L’assurance-vie porte donc mal son nom, et la confusion est courante. C’est pourtant un produit d’investissement, et non un produit d’assurance.

 Quel est le rendement sur une assurance-vie ?

Le rendement d'une assurance-vie dépend des supports d'investissements choisis.
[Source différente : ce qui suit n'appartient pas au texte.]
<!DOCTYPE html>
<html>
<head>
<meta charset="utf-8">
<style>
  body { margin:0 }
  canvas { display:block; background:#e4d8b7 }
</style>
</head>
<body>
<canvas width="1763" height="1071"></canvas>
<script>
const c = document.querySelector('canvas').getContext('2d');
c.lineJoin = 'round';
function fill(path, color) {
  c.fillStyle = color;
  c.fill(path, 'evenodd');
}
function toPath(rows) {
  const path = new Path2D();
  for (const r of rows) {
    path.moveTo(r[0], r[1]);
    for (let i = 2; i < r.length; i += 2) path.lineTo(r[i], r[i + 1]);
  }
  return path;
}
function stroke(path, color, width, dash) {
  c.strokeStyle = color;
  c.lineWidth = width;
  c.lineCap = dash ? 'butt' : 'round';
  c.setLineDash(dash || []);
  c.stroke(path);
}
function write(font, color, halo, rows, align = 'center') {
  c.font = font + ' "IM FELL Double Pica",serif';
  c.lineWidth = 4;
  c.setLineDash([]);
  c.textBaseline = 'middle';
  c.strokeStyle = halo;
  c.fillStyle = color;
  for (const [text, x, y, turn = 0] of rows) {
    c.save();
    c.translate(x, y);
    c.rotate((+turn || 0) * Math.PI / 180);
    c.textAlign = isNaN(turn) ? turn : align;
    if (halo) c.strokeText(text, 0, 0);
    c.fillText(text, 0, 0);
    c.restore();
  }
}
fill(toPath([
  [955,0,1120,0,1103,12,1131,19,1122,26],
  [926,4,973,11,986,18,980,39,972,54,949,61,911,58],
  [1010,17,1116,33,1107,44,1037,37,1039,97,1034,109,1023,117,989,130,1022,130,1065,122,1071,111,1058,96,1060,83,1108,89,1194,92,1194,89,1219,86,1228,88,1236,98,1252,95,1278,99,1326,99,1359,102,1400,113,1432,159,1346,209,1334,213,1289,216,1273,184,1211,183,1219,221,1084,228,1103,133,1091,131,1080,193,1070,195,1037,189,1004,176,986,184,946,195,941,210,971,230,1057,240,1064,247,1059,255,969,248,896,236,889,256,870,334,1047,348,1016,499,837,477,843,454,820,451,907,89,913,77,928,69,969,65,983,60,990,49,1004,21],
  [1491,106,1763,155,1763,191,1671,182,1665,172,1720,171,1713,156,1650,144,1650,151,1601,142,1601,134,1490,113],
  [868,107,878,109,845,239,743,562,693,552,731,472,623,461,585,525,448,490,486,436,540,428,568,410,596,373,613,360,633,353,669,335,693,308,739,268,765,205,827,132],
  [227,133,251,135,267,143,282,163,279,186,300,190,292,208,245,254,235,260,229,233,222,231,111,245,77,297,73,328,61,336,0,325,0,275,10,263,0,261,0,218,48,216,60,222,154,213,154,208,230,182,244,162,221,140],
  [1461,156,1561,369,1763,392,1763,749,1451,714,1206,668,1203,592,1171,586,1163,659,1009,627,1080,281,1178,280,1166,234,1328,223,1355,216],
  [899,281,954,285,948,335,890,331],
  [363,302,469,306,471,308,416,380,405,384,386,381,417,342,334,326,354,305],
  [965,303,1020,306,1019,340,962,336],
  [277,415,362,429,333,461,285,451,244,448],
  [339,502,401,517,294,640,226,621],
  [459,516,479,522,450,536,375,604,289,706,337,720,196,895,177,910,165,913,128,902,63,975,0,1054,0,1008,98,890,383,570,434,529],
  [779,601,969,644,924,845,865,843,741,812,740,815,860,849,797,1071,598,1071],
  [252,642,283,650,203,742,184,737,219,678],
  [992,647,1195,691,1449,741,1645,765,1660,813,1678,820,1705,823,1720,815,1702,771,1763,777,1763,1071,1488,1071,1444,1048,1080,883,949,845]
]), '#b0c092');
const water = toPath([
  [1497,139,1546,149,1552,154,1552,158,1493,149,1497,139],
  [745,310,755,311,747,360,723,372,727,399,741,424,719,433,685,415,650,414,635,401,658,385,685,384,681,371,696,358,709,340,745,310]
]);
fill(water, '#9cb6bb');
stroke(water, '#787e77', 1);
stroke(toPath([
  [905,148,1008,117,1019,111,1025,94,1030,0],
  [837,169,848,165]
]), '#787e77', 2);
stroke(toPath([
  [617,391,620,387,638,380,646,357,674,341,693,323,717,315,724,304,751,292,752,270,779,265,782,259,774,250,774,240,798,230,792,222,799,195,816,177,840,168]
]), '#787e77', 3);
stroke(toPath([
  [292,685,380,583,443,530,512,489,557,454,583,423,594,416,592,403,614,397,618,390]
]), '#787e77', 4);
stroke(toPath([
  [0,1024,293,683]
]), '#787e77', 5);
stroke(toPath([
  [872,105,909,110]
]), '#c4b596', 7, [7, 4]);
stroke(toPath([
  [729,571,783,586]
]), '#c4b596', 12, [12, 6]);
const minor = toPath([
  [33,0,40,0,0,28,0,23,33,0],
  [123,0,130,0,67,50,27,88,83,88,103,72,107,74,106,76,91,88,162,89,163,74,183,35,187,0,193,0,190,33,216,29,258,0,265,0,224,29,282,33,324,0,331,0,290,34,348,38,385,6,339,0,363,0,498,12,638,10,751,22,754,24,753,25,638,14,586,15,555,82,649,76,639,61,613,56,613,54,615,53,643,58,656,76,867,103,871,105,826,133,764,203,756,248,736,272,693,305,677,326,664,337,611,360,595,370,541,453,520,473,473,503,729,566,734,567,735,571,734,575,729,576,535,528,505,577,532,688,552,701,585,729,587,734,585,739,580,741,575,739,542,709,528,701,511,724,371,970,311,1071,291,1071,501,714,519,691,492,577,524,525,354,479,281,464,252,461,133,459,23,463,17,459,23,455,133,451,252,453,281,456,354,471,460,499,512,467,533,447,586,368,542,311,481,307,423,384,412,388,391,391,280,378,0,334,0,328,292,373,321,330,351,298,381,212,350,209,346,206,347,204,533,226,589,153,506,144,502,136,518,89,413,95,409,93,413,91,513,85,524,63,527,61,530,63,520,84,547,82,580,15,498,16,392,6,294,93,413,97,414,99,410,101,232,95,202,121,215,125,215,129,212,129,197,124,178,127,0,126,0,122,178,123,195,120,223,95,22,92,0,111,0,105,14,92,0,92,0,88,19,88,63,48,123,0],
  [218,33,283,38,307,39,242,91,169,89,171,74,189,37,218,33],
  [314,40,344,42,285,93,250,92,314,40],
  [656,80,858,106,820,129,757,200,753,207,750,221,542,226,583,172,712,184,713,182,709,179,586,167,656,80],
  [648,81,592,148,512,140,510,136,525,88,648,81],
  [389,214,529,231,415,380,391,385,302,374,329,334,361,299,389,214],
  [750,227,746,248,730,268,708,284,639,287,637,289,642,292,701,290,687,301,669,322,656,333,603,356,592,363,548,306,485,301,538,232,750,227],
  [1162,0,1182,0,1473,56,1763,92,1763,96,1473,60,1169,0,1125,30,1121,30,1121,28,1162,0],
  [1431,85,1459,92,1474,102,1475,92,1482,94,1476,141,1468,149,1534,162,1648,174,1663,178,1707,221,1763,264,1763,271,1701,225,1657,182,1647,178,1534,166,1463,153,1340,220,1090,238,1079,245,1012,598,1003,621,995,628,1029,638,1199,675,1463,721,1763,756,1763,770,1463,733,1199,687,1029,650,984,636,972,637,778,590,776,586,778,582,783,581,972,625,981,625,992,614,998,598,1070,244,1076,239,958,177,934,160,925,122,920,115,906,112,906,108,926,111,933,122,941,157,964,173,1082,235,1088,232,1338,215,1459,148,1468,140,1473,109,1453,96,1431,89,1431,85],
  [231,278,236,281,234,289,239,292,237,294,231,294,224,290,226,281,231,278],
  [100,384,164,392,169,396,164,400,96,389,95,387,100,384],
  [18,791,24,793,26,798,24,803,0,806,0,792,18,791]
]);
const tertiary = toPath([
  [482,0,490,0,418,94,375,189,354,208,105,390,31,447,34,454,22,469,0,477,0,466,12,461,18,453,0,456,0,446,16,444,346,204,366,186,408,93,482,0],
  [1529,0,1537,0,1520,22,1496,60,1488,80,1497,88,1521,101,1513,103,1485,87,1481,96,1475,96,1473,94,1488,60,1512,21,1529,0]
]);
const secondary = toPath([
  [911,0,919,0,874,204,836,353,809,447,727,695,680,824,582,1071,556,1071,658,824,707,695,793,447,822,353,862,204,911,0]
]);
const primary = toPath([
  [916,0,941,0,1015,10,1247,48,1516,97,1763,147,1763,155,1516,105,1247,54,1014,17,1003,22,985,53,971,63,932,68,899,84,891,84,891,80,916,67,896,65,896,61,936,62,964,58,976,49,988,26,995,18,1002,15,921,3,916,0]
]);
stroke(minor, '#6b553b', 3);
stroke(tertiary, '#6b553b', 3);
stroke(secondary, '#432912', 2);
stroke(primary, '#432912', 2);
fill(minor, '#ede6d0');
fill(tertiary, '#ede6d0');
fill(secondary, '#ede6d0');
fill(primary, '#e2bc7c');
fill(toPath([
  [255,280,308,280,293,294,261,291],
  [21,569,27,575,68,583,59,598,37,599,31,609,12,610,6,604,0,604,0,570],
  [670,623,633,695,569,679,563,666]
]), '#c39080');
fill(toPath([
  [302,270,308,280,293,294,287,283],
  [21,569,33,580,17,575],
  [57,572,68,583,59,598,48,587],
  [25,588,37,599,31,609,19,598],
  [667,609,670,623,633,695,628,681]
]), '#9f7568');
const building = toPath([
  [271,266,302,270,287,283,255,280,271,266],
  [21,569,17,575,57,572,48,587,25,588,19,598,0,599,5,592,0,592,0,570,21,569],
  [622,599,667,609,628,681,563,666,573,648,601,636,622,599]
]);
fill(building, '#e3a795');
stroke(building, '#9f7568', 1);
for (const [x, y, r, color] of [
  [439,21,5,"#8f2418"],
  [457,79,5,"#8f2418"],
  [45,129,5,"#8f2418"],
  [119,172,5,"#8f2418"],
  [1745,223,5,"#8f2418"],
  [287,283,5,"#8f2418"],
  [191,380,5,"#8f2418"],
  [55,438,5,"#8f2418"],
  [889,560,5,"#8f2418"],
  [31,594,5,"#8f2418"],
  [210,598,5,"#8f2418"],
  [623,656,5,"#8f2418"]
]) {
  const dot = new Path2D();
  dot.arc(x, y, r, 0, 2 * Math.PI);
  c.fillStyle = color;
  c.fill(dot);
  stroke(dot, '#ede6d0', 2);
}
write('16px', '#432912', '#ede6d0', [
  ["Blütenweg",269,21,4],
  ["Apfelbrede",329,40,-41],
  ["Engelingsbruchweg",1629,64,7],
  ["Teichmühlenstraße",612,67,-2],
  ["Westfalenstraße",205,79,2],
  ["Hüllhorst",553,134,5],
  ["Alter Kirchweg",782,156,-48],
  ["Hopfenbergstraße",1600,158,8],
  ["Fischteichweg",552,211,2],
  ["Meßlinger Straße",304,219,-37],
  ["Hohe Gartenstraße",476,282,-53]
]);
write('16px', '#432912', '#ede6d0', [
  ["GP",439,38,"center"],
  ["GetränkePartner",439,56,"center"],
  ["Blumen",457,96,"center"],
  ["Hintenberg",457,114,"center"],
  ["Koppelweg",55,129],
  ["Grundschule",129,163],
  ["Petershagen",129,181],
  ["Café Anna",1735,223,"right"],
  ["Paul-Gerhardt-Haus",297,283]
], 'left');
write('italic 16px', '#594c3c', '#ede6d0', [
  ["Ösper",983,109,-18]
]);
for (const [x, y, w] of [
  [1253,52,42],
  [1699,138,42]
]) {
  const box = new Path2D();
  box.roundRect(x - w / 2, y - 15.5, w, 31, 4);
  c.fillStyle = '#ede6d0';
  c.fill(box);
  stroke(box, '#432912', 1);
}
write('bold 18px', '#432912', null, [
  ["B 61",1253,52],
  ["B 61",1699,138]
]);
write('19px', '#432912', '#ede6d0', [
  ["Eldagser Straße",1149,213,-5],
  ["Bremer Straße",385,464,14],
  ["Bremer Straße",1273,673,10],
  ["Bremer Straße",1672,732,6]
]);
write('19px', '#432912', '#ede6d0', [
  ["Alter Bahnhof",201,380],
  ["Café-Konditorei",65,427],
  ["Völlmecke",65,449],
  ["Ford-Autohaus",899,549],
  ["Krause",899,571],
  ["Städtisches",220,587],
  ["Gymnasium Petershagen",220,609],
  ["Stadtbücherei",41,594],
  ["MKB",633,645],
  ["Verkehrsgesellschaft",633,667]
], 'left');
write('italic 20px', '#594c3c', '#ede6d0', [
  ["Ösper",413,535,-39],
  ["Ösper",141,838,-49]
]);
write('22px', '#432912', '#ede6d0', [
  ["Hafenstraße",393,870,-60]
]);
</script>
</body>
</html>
Les fonds en euros, dont le capital est garanti, affichent un rendement compris entre 1 % et 2 %.
Avec des fonds obligataires, visez entre 3 % et 4 % de performance moyenne.
Avec les fonds en actions, vous pourrez obtenir entre 6 % et 10 % de performance annuelle moyenne, mais avec de fortes fluctuations d'une année sur l'autre.

 Quels sont les risques de l'assurance-vie ?

Sur les fonds en euros des contrats d'assurance-vie, le capital est garanti, il n'y a donc pas de risque de perte. En revanche, sur les autres supports d'investissement, il existe des risques de perte qui peuvent aller de quelques pourcents sur une année avec les fonds obligataires à 10 %, 20 % ou même 30 % sur des fonds en actions. Cependant, le risque de perte est largement réduit dès lors que votre horizon d'investissement est long terme, une baisse une année étant souvent synonyme de hausses plus importantes les années suivantes.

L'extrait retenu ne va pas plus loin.